If your image of a long-time cabbie is that of a rather dreary motorist whose life is enlivened mostly by vicarious and temporary participation in whatever circumstantial crumbs passengers are willing to toss forward ahead of the fare, there is little in The Asphalt Warrior that will dislodge that impression. Murph may be an asphalt warrior, but he is a warrior without a war.
Murph lives alone, accesses his apartment via its fire escape, survives on a repetitious rotation of hamburgers, Twinkies, beer, and coffee (there is no Susan lazier than Murph’s), cuts his own hair, and checks his teeth for moths. Murph exists in the arid territory between minimalism and nihilism.

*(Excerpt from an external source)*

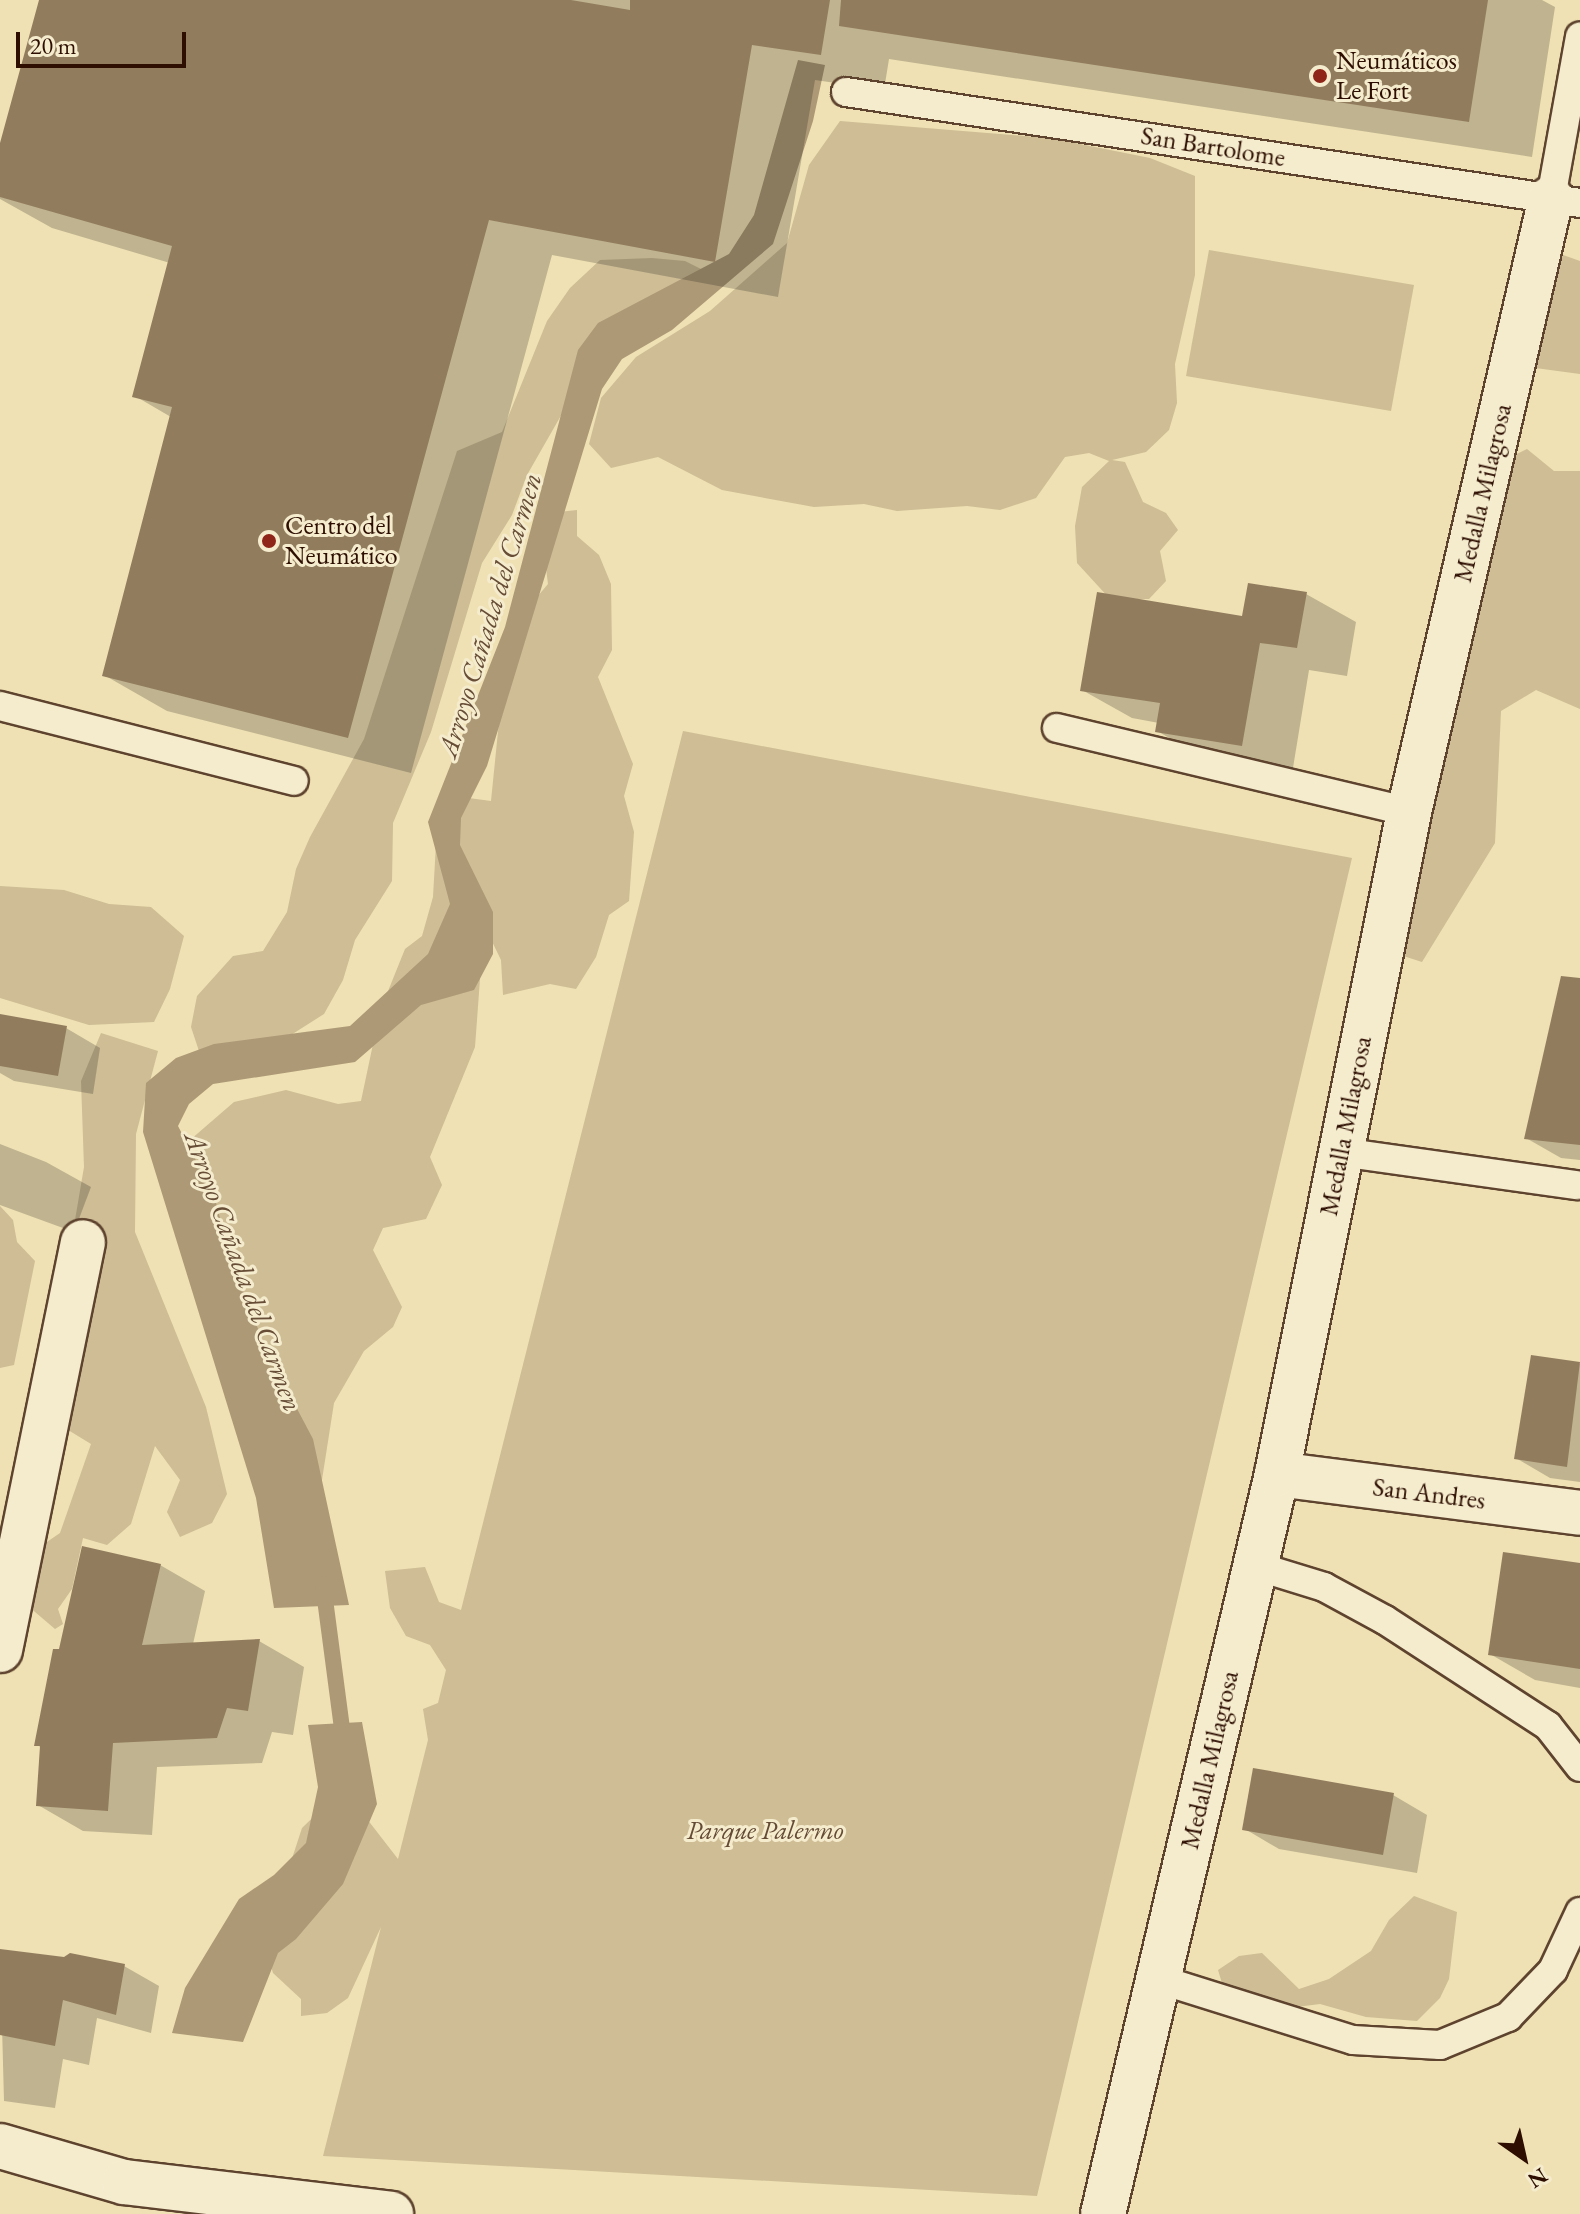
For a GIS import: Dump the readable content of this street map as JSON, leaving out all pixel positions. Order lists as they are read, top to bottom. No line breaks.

The reason for reading Murph’s story is the style in which it is told. Murph’s BA degree in English and his pre-cabbie life experiences have conspired to produce a personality who expresses himself in a way that is iconoclastic, quirky, and, for the most part, delightful. The writing technique follows a pattern, a typical paragraph ending with an unexpected, humorous, and often hyperbolic twist. For example, “Skiing baffles me even more than golf. I deliberately avoid all activities that involve standing up.” At its best, the author’s style conjures up the ghosts of Will Rogers and hippie stand-up comics.
Murph/Reilly has a love/hate relationship with writing. Both men do it compulsively, yet almost begrudgingly, and expect nothing to come from it. They are both concerned, bordering on obsession, with the matter of plot. The Asphalt Warrior reflects this because the only story (other than the account of how the warrior spends a typical day) that manages to survive the conclusion of chapters is a rather tepid tale of how Murph is engaged to assist a husband and wife in each spying on the other. To call Murph a kind of double agent is to promise more excitement than is actually delivered.

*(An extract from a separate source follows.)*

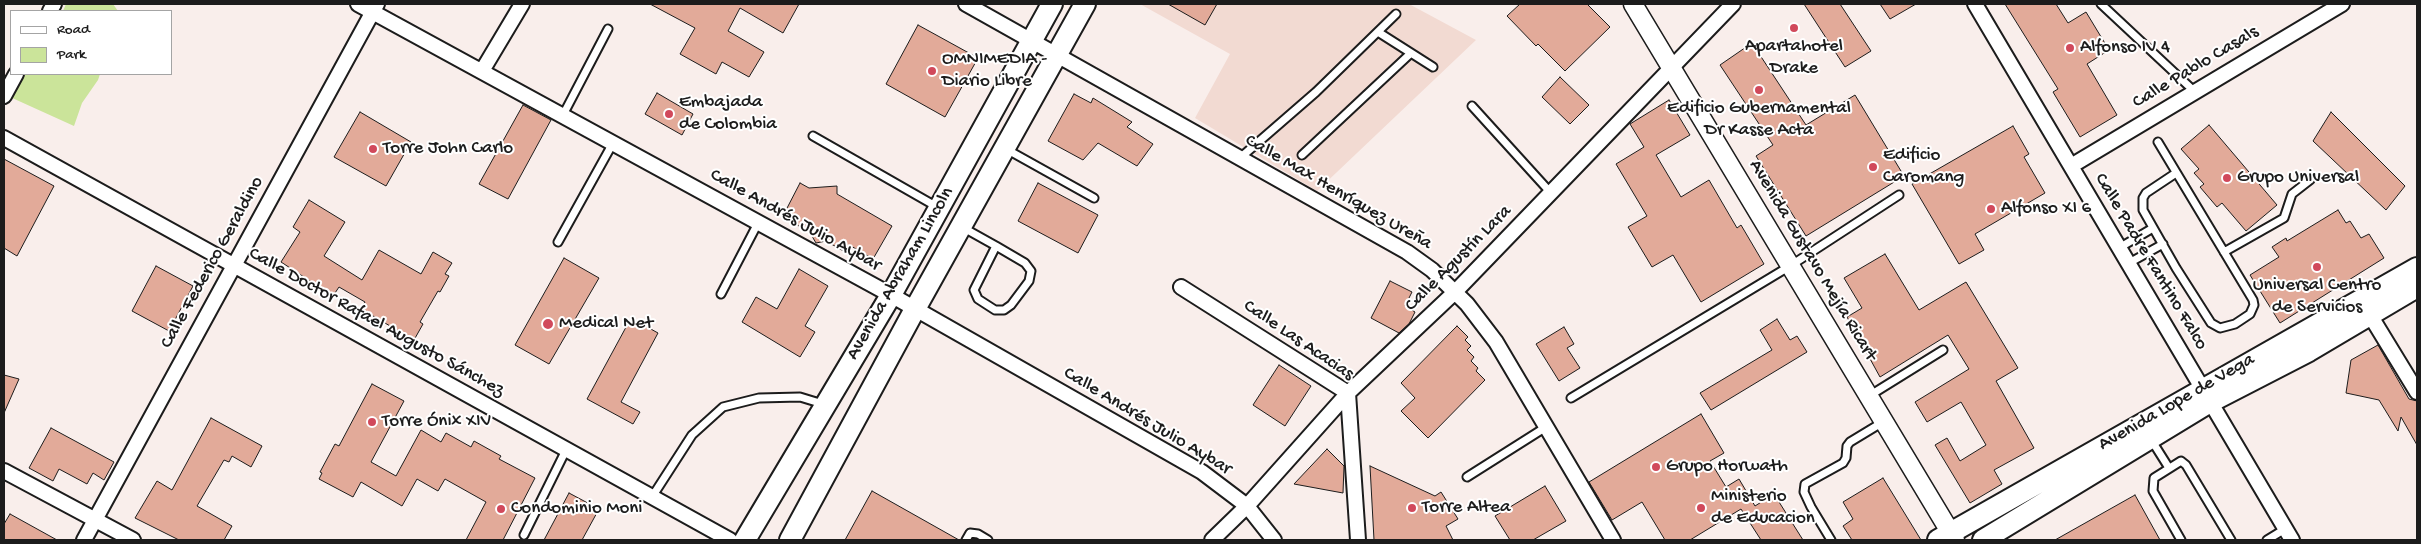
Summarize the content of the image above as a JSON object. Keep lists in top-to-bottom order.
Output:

Because Murph is a devout loner, who expresses terror when a telephone rings, there is much about his story that has the sound of one hand clapping. His trade relationships are sketchy at best and, perhaps more seriously, he seems able to survive solely on food and fares, neither providing much in the way of long-term sustenance. Having a long-lost girlfriend named Mary Margaret may explain his apparently monastic existence during the course of the novel. He routinely sleeps ten hours a night, but always alone. Lest the reader conclude that Murph is a bit of a eunuch, the author does admit to occasional perusals of soft-core pornography.
A couple of literary conceits outstay their welcome. There are more than a few instances when the author refers to a story and then explicitly refuses to tell it. He also teases that he is exploring an issue but is yet to reach a conclusion. There are no fewer than four places where the author states that a gesture is like wiping off a milk mustache. My experience is that anyone old enough to sport a mustache drinks very little milk. And in a work that depends on unexpected freshness to sustain it, references to “pig heaven” and “the trip from Hell” seem out of place. Also, the author’s BA in English doesn’t prevent him from confusing “its” and “it’s” and from starting a sentence with the double subject, “Me and a black clerk . . . ”

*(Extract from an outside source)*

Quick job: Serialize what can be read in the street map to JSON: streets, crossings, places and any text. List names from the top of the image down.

On the other hand, there are wonderful expressions of mal de siècle, e.g., “Happy Hour executives leaving for the Unhappy Hour at home.” I also liked his statement that he avoided a particular issue because he had “smaller fish to fry.”
Although it’s only a guess, I suspect that most urban cabbies do more with their lives with less talent than this particular Asphalt Warrior. On the other hand, the next nine novels may prove me wrong. In any event, Reilly’s voice is certainly more creative and entertaining than any I’ve ever heard from a hired back seat.